*Task data*.
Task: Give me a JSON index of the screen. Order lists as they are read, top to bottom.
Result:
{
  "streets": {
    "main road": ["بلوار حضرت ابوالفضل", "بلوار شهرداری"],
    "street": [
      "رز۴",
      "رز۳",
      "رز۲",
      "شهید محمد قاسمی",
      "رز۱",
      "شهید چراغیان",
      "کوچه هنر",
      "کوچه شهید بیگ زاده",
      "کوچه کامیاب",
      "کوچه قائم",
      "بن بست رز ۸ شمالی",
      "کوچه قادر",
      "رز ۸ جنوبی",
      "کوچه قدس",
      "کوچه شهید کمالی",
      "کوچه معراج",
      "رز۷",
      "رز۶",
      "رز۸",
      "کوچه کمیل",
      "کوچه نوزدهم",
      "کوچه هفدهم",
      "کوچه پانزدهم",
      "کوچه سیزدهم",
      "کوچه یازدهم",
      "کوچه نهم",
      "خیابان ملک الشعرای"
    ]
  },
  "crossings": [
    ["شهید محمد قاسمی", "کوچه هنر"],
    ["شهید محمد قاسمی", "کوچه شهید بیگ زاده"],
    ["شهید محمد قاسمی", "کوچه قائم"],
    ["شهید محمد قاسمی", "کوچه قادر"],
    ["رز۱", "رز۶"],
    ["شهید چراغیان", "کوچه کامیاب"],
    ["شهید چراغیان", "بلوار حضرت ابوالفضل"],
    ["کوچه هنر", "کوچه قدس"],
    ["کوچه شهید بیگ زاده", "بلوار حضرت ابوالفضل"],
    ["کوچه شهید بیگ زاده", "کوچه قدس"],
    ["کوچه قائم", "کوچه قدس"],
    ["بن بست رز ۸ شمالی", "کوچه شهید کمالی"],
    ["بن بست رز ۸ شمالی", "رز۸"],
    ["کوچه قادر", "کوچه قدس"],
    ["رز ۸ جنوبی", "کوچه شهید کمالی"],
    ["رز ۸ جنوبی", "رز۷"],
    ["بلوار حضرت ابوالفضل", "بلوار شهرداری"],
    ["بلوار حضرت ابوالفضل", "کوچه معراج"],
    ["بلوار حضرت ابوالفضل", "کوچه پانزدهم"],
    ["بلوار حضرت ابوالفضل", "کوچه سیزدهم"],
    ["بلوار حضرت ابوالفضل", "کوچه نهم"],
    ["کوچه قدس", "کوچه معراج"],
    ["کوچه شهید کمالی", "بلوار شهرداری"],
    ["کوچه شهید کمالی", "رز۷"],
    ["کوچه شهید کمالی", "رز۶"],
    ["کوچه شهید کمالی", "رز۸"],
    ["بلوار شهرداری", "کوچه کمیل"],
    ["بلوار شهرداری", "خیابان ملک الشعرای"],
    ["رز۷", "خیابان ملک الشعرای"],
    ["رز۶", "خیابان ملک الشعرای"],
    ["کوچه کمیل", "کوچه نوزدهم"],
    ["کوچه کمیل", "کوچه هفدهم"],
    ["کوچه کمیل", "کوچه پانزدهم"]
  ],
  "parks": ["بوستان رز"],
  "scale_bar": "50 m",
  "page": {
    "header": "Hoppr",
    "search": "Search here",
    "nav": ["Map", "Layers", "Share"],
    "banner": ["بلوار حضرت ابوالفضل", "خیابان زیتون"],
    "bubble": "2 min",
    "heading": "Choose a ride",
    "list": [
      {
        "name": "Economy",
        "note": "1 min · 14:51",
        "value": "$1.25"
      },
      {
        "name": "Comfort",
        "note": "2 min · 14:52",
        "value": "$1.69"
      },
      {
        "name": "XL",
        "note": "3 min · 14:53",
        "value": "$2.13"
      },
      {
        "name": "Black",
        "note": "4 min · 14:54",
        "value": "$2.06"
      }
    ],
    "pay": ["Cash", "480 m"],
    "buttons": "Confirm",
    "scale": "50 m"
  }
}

*Activity*. Using the material above, copy every line in which the string "کمالی" occurs.

*Result of this task*.
      "کوچه شهید کمالی",
    ["بن بست رز ۸ شمالی", "کوچه شهید کمالی"],
    ["رز ۸ جنوبی", "کوچه شهید کمالی"],
    ["کوچه شهید کمالی", "بلوار شهرداری"],
    ["کوچه شهید کمالی", "رز۷"],
    ["کوچه شهید کمالی", "رز۶"],
    ["کوچه شهید کمالی", "رز۸"],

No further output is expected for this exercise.